How to handle timeouts


#1

Hello everyone.
I am looking a way to kill a service when it has exceeded given timeout in seconds.

So basically situation is this: I have created HTTP/JSON API by using Zato’s HTTP channels and services. These services are accessing our PostgreSQL database (SQLAlchemy) and return the result to requesting client.
Generally this setup works fine, but if the request against PostgreSQL takes too long, the following error 504 (Gateway Time-out, The server didn’t respond in time.) is returned.

Main issue here is not that the status 504 is returned, but that the service which was invoked over HTTP channel is never killed in these sitautions.
This consumes server resources for nothing, as the result is never returned to the client (In worser situation, the client could keep on requesting forwever).
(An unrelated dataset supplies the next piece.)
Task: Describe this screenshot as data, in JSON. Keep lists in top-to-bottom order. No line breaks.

For testing solutions and verifying the issue, I’ve created a small service called LoopTest. Running the service takes 100~ seconds to finish and it prints steps while processing.
Services print/debug output is visible for me, as I*m using only one server in foreground mode (zato start server1/ --fg).

from zato.server.service import Service

class LoopTest(Service):

	def handle_GET(self):
		""" URL: /xxxx/tests/v1/looptest/
		""" 
     
		for i in range(1,100):
			print("Looping i:"+str(i))
			time.sleep(1)

So after this long ramble, the actual question is following: What should I do about this?
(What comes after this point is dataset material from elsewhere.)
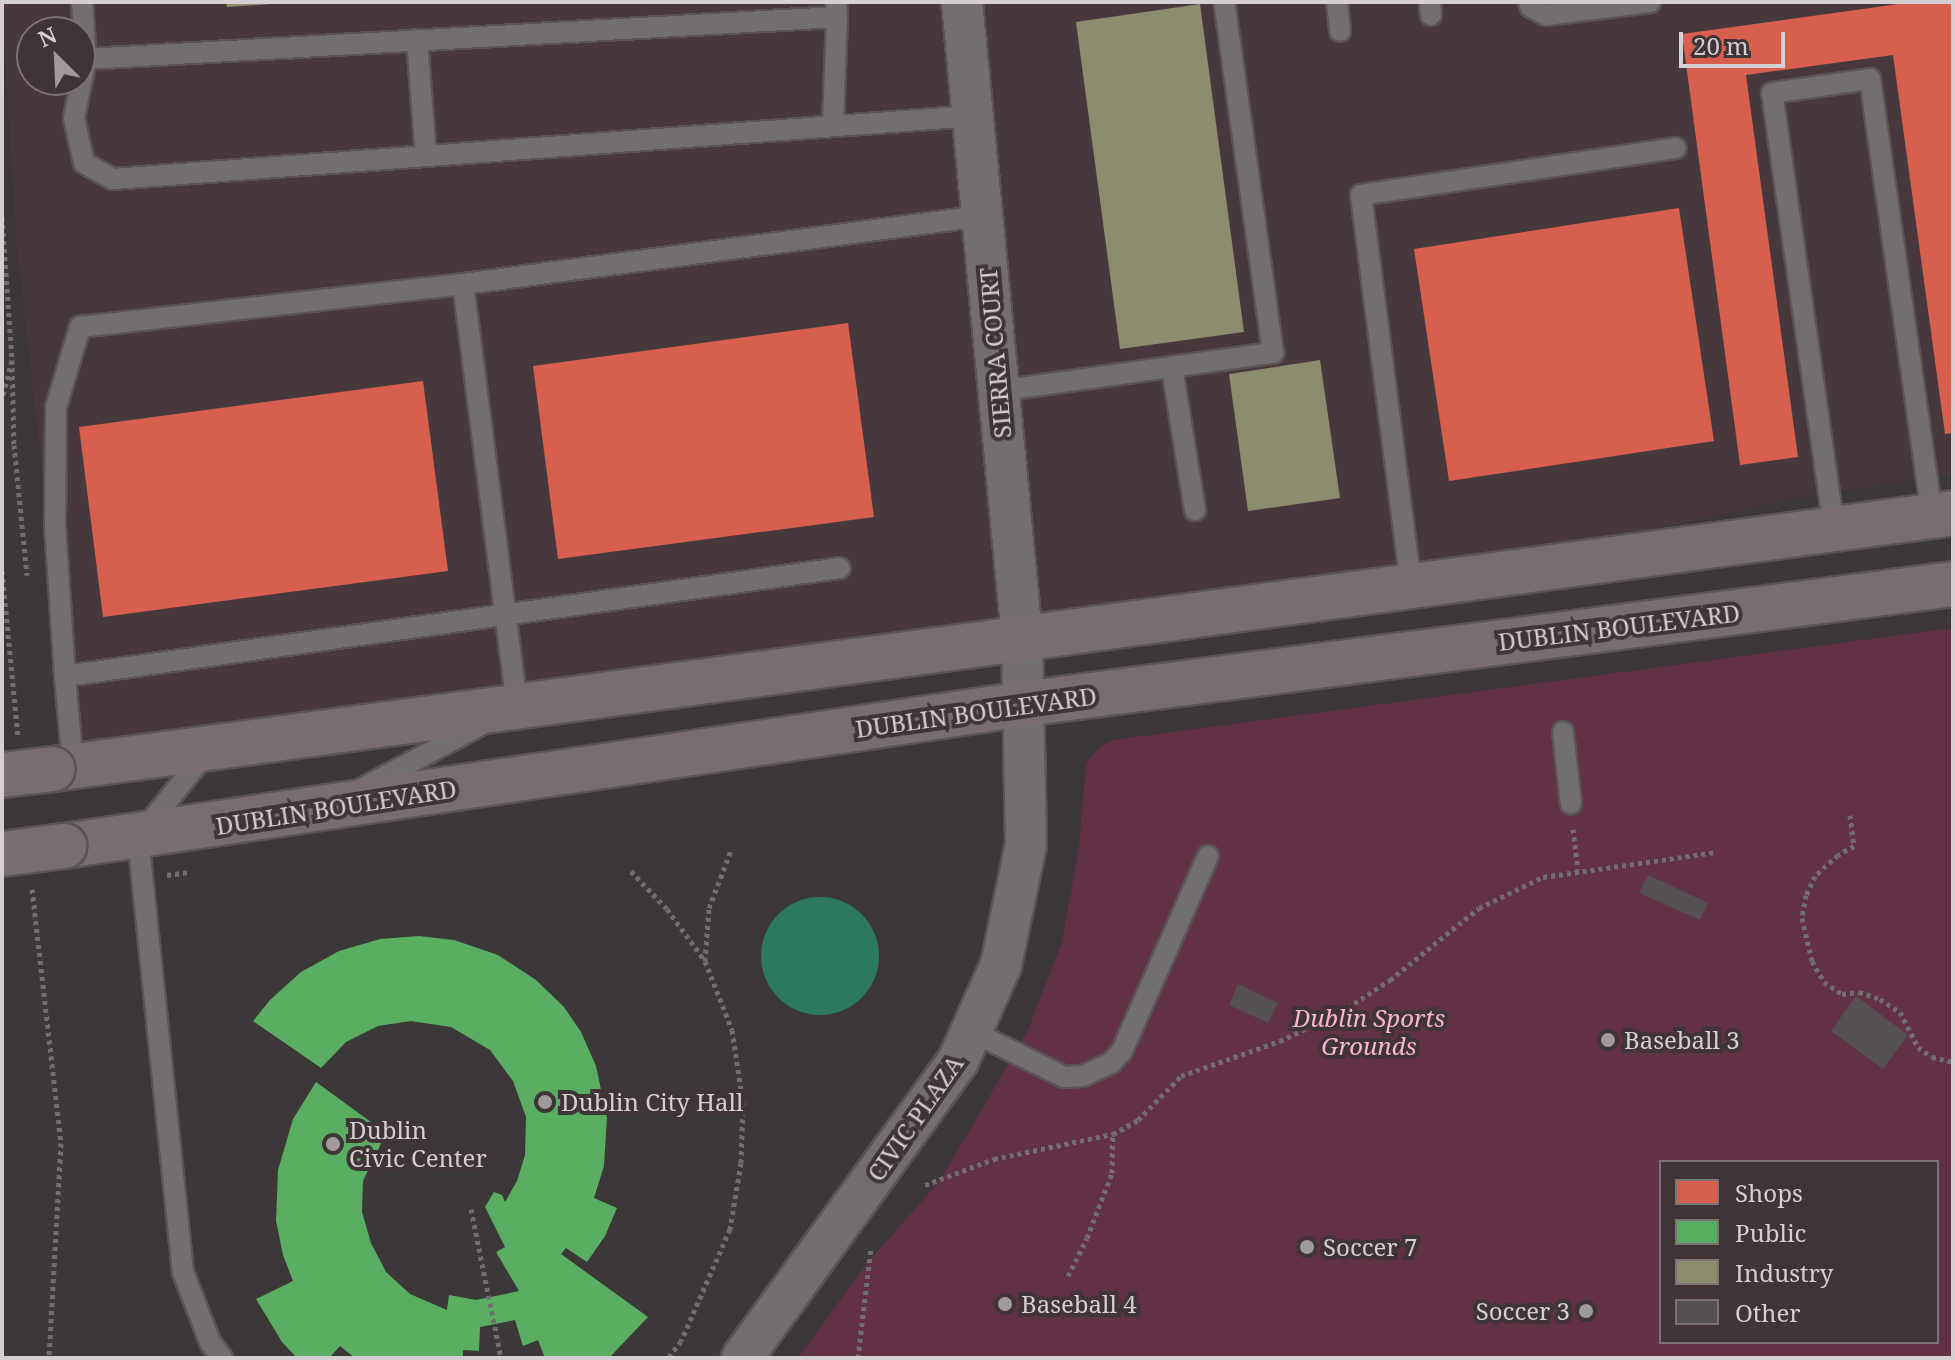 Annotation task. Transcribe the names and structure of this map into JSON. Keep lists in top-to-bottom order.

For now, my only idea is to use a “proxy” service, which will invoke the actual API service with invoke_by_impl_name method (seems to have support for timeouts) or by other means.

Early thanks for any responses.

Ps.
Some people on the forum might suggest optimizing the query and the database and they would be right.
However I’m afraid that there will be similliar issues in the future, which I would not notice until its too late.


#2

Hi @liuz,

I understand your question and I have a partial answer to it followed by a longer explanation.

First, you can reconfigure the load-balancer and make it wait longer for replies from servers - by default it waits up 15000 ms (15 seconds) for responses and then it returns 504, which is what you encounter.

If you know that sometimes it will take up to 120 seconds you can set it accordingly:

https://zato.io/docs/web-admin/load-balancer/gui.html

The value needed is in “Timeouts (ms)” section, position “server”.

But if we tackle your question in a broader manner we can restate it to ‘How do we interrupt any arbitrary Python code’ to which the answer is that it is impossible to achieve just like that, unless there is cooperation from the code in question.

For instance, in your example of time.sleep - it’s not about any feature lacking in Zato, it is simply impossible to stop such arbitrary code from running (short of using signals or brittle Python VM hacks).

This means that for anything to be interruptible, we need to have support from that piece.

In the case of SQL connections, I’d like to suggest checking out extra arguments passed to SQLAlchemy.

When you create an outgoing SQL connection’s definition there is a field called Extra, you can use it to provide key=value parameters, each in its own line, and they are passed to SQLAlchemy’s create_engine method.

If for your database it is possible to specify timeouts, and SQLAlchemy supports it, then this is the place to configure it.

Another approach would be to use the load-balancer itself to stand in front of the database - I haven’t used it before but it sounds feasible. The idea is that instead of invoking the DB directly you would invoke the load-balancer which would act as a reverse proxy with a timeout between itself and DB. Say, if timeout > 5 s occurs, you get a timeout error in your service and can return an error to the client - but note that if it is an INSERT or UPDATE you would still not know if it succeeded, though again, I think it won’t be an issue in your case because you don’t want to wait anyway so it’s probably only SELECTs.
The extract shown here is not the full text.